『三月の5日間』リクリエーション北京公演劇評:この日本の若者たち、どこかで会ったことあるかも

『北京青年報』2018年1月23日

テキスト:スン・シャオシン

翻訳:小山ひとみ

(この記事は2018年1月23日に『北京青年報』に掲載された原稿の転載です。)

 2016年、国際交流基金主催の『演劇最強論 in China』のシンポジウムのなかで、評論家の藤原ちから氏と徳永京子氏が「岡田利規は日本の現代現劇におけるターニングポイントである」と語った。中国初公演の『三月の5日間』は、岡田の代表作をリクリエーションした作品だ。2005年に岸田國士戯曲賞を受賞した時のバージョンとは違い、俳優は全員90年代生まれで、舞台もシンプルな建築的空間で見せている。脚本の本筋は変わらず、ミノベとユッキーという東京で生活する若者が六本木のライブハウスで知り合い、渋谷のラブホテルで三月のある5日間を過ごすというストーリーだ。この5日間、特に奇跡が起こるわけでもなく、ミノベはユッキーに、自分たちは「ずっと」とか「永遠」という関係性ではないことを確認する。ユッキーはわかりきっていたかのように肯定する。二人は今後、再会するんじゃないかと心配するが、ユッキーは、「ライブハウスは暗い」から、「お互い歳をとる」から、または「東京は広い」から会っても分からないだろうと語る。別れる時、しっかりホテル代は割り勘するけれど、お互いに名前を聞くことはしない。ユッキーが言うところの「出来事が起こった現場」だったラブホテルに戻る時、人間を動物として見間違えたことで、路上で吐いてしまう。このような経験は、ミノベやユッキーにとっては初めてのことではないだろうし、おそらく、最後でもないだろう。

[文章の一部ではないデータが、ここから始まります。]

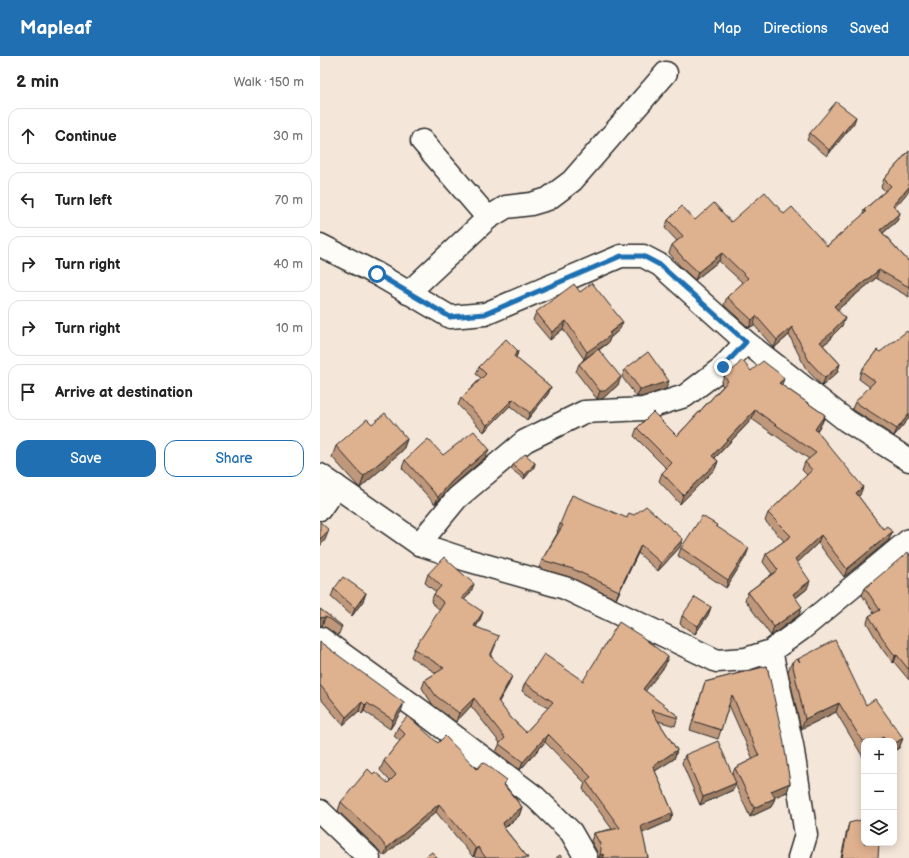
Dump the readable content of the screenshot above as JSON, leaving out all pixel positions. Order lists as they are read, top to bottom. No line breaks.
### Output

『三月の5日間』リクリエーション@KAAT神奈川芸術劇場 撮影:前澤秀登

 重要なのは、このシンプルなストーリーには、二つのエピソードが盛り込まれているということ。一つ目は、アズマはライブハウスに行く前、映画を見に行き、仮名ミッフィーという女の子に映画のチケットをあげたことで、そのミッフィーから攻撃的なアプローチを受ける。アズマとミッフィーは、口コミが悪い映画を見ることで「癒し」を得るという変な癖がある。くせ者はくせ者を求めるというのは、「地球」(残酷なリアルの描写)に留まるための唯一の手段のようだ。その後、ミッフィーはアプローチに失敗する。彼女の言うところの「自爆」後は、部屋にこもり、ネット上で愚痴り、「火星」に逃げることを決心する。
 もう一つは、イラク戦争が始まったときで、ミノベとユッキーにとって、それはテレビの中で見る実力の差が激しい「サッカーの試合」にすぎず、また、イシハラとヤスイにとっては、反戦デモのおかげで暇つぶしができたというだけなのだ。
 前述と背景に関わるこの二つのエピソードは、ミノベとユッキーのストーリーを理解する上で重要なコンテクストになっている。ミッフィーは、空気に向かってなのか、ネットの世界に向かってなのか、「中二病」のように独り言をつぶやき、生存するには適さない現実から逃げ出したいと考えている。そして、イラク戦争はメディアの中の戦争と化し、まさにジャン・ボードリヤールが湾岸戦争は起こらなかったと言明したかのように、生々しい流血や死傷者というのは、ブラウン管のなかの無害なデータや映像と化し、反戦デモは、ディズニーランドのパレードのように、参加型のパフォーマンスとして消費される。戦争やデモのバーチャル化、景観化というのは、ミノベのような若者にとっての一種の拒絶反応で、『三月の5日間』の最も重要なテーマ、すなわち、個人と社会の関係という問題が想起される。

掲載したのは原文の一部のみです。